- _WHAT YOU HAVE TO DO_
Find the word "JSON" in the data. Return every line where it appears.
[DATA SUPPLIED — start]
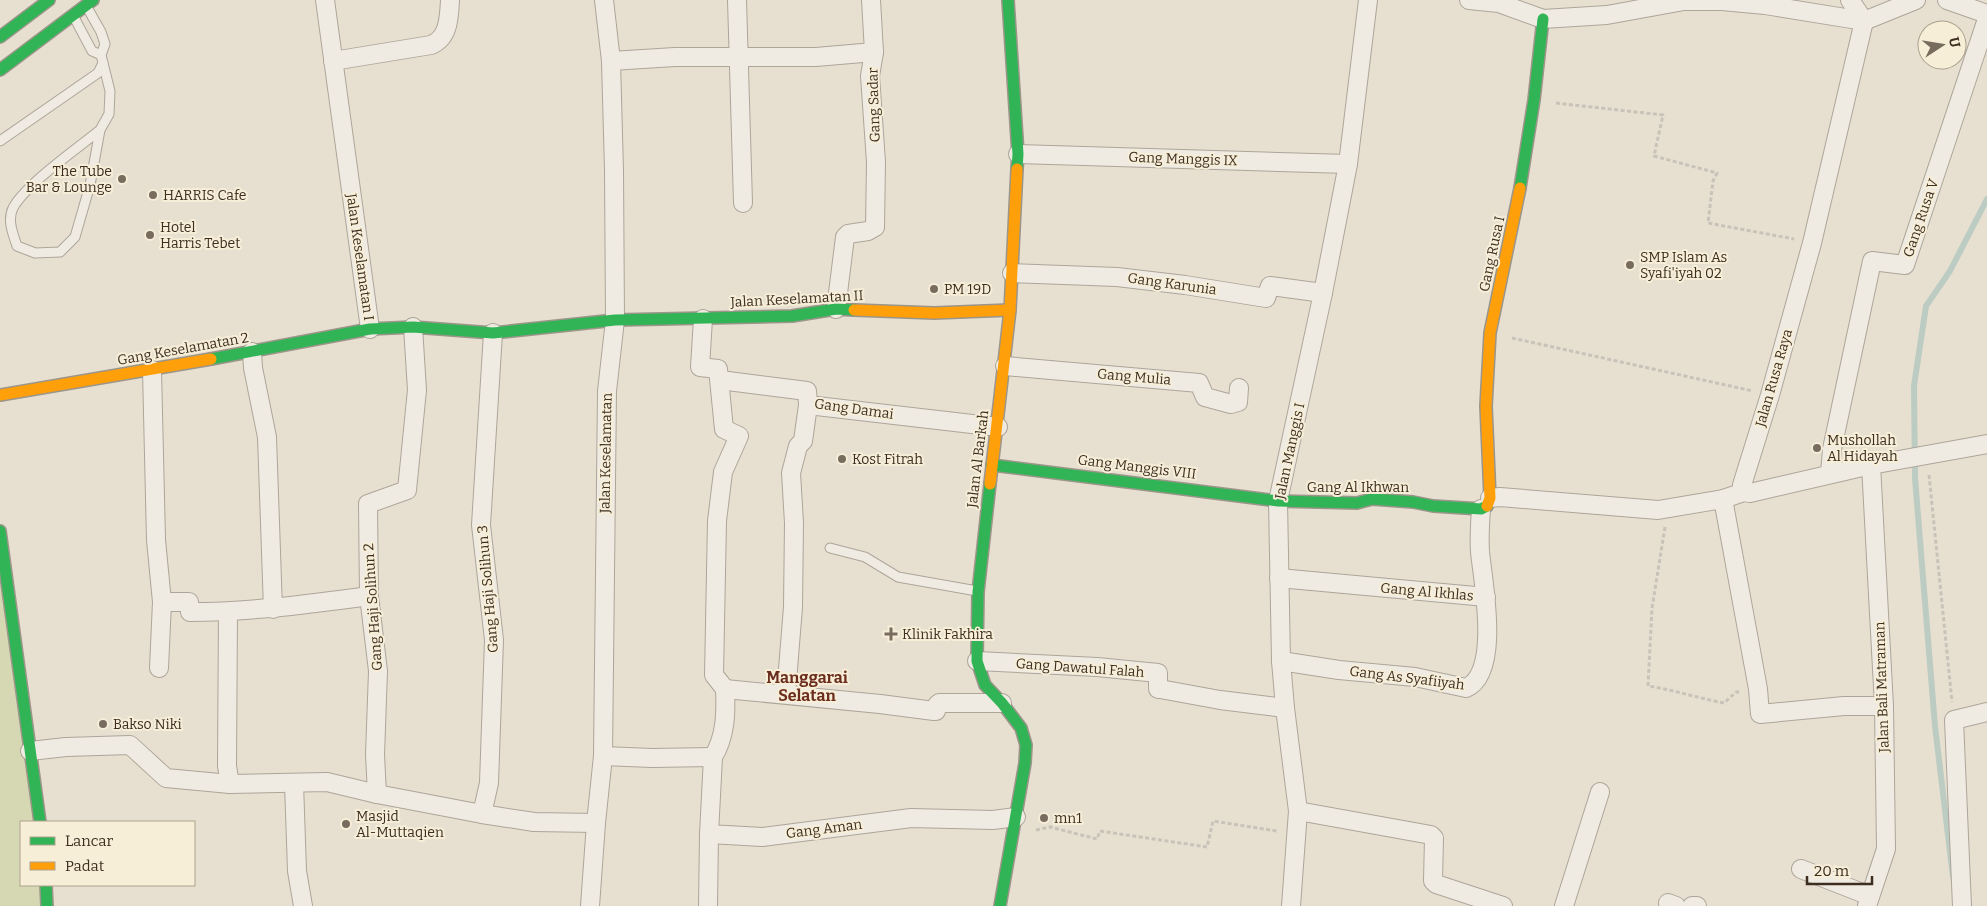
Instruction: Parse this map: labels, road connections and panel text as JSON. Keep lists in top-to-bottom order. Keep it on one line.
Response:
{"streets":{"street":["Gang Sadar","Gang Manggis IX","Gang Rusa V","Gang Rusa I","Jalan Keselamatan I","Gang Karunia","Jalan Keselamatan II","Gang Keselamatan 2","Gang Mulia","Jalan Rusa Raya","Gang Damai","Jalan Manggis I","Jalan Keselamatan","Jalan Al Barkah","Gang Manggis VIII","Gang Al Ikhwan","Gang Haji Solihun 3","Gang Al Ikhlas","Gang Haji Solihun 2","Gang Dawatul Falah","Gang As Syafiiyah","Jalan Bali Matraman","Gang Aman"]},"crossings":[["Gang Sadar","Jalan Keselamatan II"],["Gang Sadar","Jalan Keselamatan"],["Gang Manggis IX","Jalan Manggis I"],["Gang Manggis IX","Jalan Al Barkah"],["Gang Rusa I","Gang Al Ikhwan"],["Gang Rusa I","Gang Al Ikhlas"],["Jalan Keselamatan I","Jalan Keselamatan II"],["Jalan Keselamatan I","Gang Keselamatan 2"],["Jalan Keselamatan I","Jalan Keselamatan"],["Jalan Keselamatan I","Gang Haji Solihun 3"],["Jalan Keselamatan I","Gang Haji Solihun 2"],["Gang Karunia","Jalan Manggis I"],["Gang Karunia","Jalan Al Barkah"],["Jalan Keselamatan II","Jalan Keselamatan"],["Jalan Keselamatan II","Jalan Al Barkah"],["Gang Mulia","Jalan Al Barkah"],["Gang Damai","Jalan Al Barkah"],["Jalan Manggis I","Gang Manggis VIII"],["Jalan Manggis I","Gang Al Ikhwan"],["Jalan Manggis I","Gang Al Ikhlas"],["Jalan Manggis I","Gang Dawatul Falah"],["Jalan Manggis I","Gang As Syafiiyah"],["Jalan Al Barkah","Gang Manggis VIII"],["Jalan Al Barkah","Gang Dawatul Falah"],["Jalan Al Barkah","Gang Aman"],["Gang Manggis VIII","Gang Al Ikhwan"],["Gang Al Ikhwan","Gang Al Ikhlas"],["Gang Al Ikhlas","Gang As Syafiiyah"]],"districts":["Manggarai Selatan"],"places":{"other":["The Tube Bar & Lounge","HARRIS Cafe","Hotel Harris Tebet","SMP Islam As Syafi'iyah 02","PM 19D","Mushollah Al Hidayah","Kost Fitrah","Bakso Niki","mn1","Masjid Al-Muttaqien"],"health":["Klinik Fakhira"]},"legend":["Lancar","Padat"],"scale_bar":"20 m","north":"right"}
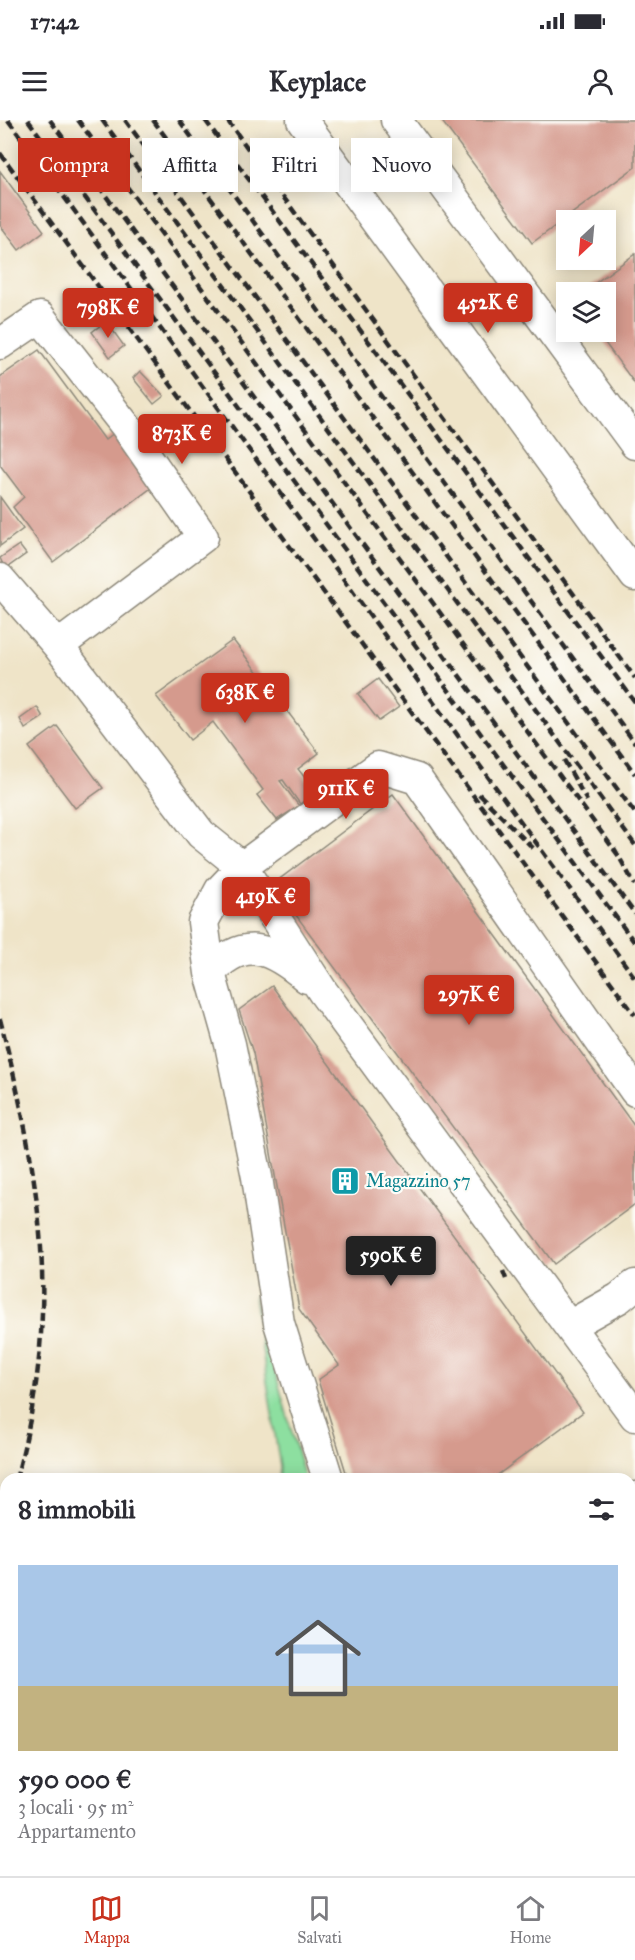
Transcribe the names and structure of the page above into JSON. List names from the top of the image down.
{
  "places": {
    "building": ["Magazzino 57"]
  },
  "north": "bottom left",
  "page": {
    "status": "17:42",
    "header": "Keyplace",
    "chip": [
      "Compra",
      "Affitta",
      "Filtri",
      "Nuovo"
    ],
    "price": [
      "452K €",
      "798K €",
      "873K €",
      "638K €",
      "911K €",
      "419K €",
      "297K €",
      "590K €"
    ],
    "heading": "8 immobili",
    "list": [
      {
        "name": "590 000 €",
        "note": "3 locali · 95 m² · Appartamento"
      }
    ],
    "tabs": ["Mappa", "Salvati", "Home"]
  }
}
[DATA SUPPLIED — finish]
- _SOLUTION TO THIS TASK_
Instruction: Parse this map: labels, road connections and panel text as JSON. Keep lists in top-to-bottom order. Keep it on one line.
Transcribe the names and structure of the page above into JSON. List names from the top of the image down.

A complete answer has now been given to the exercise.